L'artiglieria austriaca è postata al valico, presso l'albergo Ferdinandshöhe. È salita per la strada rotabile, e si è fermata lì. Ma la nostra artiglieria non aveva strade, ed è comparsa come per magia su vette all'apparenza inaccessibili. Dei pezzi sono in agguato fra le scogliere più eccelse. I loro colpi possono arrivare all'albergo, che serve di base al nemico, e del quale ora soltanto scopriamo il vero scopo. Questo hôtel Ferdinandshöhe non era che una caserma, e adesso si spiega perchè alla sua costruzione contribuisse largamente il Governo austriaco.

Una singolarità della lotta sullo Stelvio è la presenza degli svizzeri. Il valico segna il vertice delle tre frontiere, italiana, austriaca e svizzera. Fra i due belligeranti s'insinua il neutrale. Le truppe svizzere, accampate anche loro oltre i 2500 metri, vigilano sui loro valichi in difesa della neutralità. Quando le nostre batterie cominciano il fuoco, le creste della Forcola si coronano di svizzeri che corrono a vedere. I profili più accessibili della montagna si granulano di spettatori. La Svizzera è allo Stelvio come un padrino fra i duellanti.

Dalla parte italiana gli svizzeri controllano i colpi austriaci e dalla parte austriaca controllano i colpi italiani. Perchè se una palla toccasse le rocce svizzere la neutralità ne sarebbe offesa. Ma finora un solo colpo è stato accusato di aver sconfinato, di cento metri, causando molte dicerie e nessun danno.
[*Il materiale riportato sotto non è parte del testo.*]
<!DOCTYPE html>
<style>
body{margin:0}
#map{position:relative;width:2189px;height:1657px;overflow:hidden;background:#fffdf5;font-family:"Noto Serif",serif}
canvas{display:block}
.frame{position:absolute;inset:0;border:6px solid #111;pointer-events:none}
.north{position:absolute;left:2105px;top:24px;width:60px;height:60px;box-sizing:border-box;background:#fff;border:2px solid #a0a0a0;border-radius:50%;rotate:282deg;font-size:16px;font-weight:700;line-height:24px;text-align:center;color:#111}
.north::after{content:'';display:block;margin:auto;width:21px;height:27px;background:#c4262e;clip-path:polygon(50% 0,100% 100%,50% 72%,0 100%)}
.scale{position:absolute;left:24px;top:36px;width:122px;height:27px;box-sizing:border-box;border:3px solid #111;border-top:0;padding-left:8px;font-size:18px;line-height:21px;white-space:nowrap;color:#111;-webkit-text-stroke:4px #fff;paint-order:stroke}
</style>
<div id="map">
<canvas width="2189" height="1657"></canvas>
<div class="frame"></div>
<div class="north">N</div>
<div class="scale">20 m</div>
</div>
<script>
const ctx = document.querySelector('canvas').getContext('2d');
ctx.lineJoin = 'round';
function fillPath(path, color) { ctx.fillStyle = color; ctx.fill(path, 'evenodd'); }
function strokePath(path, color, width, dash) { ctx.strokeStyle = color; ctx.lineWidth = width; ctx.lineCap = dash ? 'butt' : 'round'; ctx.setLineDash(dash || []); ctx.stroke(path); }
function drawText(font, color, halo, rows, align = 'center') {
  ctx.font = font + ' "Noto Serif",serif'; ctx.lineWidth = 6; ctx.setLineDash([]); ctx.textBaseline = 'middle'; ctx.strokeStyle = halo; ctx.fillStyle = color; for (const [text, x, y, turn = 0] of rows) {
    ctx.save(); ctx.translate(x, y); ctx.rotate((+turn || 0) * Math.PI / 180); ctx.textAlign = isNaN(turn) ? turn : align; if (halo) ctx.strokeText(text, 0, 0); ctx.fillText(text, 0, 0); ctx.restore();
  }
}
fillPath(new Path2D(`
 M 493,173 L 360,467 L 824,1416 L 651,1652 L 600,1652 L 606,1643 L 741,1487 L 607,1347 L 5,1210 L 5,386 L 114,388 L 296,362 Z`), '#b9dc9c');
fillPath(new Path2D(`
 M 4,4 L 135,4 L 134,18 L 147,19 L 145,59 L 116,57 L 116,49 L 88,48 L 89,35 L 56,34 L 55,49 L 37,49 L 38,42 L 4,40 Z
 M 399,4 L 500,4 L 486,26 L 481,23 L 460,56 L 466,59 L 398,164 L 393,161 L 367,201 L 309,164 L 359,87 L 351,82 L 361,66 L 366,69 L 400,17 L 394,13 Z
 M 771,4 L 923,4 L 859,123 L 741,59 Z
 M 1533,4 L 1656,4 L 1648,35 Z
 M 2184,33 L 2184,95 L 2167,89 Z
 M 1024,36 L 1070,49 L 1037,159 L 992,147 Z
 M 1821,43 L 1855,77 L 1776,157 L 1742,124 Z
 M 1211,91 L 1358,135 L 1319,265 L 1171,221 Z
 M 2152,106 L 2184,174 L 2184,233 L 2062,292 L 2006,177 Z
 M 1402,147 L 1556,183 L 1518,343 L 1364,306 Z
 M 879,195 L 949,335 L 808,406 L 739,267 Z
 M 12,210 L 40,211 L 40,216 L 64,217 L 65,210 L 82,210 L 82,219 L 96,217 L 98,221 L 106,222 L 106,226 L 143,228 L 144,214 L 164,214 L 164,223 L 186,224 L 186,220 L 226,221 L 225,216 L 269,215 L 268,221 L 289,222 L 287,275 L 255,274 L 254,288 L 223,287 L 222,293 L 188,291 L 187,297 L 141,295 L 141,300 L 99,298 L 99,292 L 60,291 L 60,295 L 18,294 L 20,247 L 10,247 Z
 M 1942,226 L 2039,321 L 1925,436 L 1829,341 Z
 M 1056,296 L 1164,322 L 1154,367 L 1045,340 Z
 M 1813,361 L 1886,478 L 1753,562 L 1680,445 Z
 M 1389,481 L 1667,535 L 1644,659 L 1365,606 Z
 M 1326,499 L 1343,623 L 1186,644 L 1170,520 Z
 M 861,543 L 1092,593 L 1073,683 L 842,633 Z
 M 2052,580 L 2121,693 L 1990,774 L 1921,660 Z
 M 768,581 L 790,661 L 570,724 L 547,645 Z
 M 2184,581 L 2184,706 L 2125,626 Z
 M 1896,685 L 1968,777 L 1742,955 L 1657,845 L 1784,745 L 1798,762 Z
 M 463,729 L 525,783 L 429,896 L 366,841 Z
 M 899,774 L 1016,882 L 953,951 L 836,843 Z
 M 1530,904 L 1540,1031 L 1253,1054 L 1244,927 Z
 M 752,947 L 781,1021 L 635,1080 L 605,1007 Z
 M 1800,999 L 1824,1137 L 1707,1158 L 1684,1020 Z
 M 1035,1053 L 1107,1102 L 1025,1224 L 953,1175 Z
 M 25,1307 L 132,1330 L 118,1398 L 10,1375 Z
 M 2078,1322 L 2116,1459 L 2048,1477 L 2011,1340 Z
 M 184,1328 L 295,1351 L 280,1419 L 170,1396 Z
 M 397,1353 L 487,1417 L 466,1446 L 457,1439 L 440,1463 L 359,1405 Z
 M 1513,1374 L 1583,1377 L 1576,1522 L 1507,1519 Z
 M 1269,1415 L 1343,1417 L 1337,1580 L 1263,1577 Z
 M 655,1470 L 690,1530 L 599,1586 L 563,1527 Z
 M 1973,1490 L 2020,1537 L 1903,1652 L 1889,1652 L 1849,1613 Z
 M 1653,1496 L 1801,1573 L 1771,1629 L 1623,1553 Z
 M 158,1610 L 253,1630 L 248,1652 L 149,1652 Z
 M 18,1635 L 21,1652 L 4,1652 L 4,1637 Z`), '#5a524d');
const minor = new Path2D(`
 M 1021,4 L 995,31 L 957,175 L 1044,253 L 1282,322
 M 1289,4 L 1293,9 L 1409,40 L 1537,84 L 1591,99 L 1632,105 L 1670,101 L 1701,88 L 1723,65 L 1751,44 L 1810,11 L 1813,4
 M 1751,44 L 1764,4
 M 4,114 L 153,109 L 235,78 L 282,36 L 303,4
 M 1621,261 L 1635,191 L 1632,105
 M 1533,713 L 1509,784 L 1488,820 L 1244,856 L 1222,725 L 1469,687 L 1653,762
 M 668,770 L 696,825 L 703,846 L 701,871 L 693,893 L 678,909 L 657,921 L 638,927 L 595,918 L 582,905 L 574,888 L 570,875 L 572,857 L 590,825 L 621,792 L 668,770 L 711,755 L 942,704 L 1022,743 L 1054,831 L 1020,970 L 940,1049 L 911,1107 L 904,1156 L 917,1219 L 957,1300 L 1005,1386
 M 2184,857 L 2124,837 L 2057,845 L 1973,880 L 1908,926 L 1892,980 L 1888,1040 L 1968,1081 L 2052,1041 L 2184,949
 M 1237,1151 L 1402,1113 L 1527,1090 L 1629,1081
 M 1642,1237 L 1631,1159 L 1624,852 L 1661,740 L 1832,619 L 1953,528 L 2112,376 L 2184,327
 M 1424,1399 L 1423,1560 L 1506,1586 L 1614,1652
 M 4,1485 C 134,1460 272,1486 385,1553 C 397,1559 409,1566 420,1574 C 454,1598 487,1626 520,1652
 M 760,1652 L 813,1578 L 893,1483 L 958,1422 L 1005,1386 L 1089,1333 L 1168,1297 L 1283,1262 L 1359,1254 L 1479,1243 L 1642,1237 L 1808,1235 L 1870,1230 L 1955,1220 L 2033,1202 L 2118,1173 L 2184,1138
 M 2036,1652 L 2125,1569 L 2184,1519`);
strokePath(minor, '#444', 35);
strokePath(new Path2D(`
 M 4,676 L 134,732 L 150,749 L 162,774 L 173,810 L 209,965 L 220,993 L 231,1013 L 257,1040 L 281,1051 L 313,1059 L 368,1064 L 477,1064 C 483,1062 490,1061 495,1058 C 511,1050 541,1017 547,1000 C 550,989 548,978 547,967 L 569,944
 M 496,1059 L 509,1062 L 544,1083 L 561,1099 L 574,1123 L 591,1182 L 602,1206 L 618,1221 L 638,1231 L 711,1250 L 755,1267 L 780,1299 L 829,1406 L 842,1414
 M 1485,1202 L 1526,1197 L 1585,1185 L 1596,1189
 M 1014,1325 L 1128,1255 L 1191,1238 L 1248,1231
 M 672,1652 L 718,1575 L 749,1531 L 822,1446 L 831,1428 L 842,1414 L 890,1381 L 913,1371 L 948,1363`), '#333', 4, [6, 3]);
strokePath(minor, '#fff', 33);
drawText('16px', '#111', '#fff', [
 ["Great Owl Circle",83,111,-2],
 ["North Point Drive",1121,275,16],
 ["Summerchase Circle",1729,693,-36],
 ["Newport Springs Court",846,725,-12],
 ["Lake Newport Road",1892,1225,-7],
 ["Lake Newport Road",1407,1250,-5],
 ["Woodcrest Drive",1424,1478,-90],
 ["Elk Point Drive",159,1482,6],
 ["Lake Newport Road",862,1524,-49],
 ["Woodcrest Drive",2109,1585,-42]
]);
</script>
Le forze austriache impiegate sullo Stelvio non superano forse il reggimento, ma la posizione loro è formidabile, come del resto è formidabile la nostra. La montagna contribuisce alla guerra con risorse incommensurabili. Essa moltiplica l'efficacia delle forze in lotta, fornisce delle difese che dànno talvolta ad un pugno d'uomini il valore di un esercito. Tre quarti della guerra in montagna è fatta dalla montagna; essa ha un'ostilità sua che gli avversarî sfruttano, sulle sue vie sta di guardia la morte. Il freddo, i crepacci, gli abissi, le tormente sono le sue armi terribili. La montagna si difende, si oppone, minaccia, ammazza per suo conto.